The Uffington white horse
Ordnance Survey grid reference: SU 302 866
The Uffington white horse, one of only four that face to the right, is high on an escarpment of the Berkshire Downs below Whitehorse Hill, a mile and a half south of the village of Uffington, and it looks out over the Vale of the White Horse. Though on the Berkshire Downs, it has been in Oxfordshire since county boundary alterations in the 1970s. It is cut, not on the steepest slope of the hill, but on the much shallower slope near the top, and can only really be viewed well from afar or from above.
This is by far the oldest of all the white horses, and is of an entirely different design to the others. Unlike the solid and more or less naturalistic figures of the other horses, the Uffington white horse is formed from stylized curving lines some ten feet or less wide, and its length of around 365 feet makes it over twice as long as the longest of the Wiltshire horses. Whether it is indeed intended to represent a horse, or some other creature instead, has been debated, but it has certainly been called a horse since at least medieval times. A cartulary of the Abbey of Abingdon from between 1072 and 1084 refers to "the place commonly known as the White Horse Hill" ("locum qui vulgo mons albi equi nuncupatur").

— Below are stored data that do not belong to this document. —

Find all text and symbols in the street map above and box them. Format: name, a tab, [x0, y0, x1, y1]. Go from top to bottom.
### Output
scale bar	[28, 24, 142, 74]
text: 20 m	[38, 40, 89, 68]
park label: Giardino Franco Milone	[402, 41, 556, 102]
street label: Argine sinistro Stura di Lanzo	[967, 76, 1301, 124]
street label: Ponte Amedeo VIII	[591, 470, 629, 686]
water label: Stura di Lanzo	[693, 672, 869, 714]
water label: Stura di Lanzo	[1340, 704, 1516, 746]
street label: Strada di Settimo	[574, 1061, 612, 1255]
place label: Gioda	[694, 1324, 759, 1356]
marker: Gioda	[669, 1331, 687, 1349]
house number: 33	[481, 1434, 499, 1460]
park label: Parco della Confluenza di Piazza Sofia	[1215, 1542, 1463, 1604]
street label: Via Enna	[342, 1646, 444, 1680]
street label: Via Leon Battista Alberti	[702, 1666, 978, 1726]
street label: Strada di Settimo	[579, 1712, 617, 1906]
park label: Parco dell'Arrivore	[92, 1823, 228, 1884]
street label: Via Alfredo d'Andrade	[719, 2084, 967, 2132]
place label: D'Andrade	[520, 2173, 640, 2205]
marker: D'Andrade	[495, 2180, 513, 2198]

Until 1995 the Uffington white horse was thought to date from the Iron Age. However, in the nineteen-nineties, a new dating technique was developed. This technique, optical stimulated luminescence dating (OSL), can show how long soil has been hidden from sunlight. The lines of the horse consist of trenches dug in the hillside, then filled with chalk. OSL testing of soil from between the lower layers of that chalk shows that it has been buried since between 1400 BC and 600 BC, and probably between 1200 BC and 800 BC, and thus the horse is of Bronze Age origin.
The original purpose of this horse is unknown. It may have been the emblem of a local tribe, and have been cut as a totem or badge marking their land, or it may have had a religious purpose or significance. The horse-goddess Epona was worshipped by the Celts in Gaul, and she had a counterpart in Britain, Rhiannon, so the Uffington white horse may have been cut by adherents of a cult of the horse-goddess.
Alternatively, the horse could have been cut by worshippers of the sun god Belinos or Belenus, who was associated with horses. He was sometimes depicted on horseback, and Bronze and Iron Age sun chariots were shown as being drawn by horses. Conceivably, if this suggestion is correct, the horse could have been cut on the shallower slope at the top of the hill in order to be seen from above by the god himself.
The young readers' historical novel "Sun Horse, Moon Horse" by Rosemary Sutcliff, though fiction, is a fascinating speculation on the cutting of the Uffington horse by a member of the Iceni tribe, and paints a vivid picture of what life in the Bronze Age might have been like.
The Uffington white horse can be seen from up to twenty miles away in good conditions. It can be seen close up from the top of nearby Dragon Hill, but is perhaps best viewed from three or four miles away, being on the very top of the escarpment where the slope is less steep. In July 2004 I was told that the horse is looking clean, and that English Heritage are to erect a fence around it.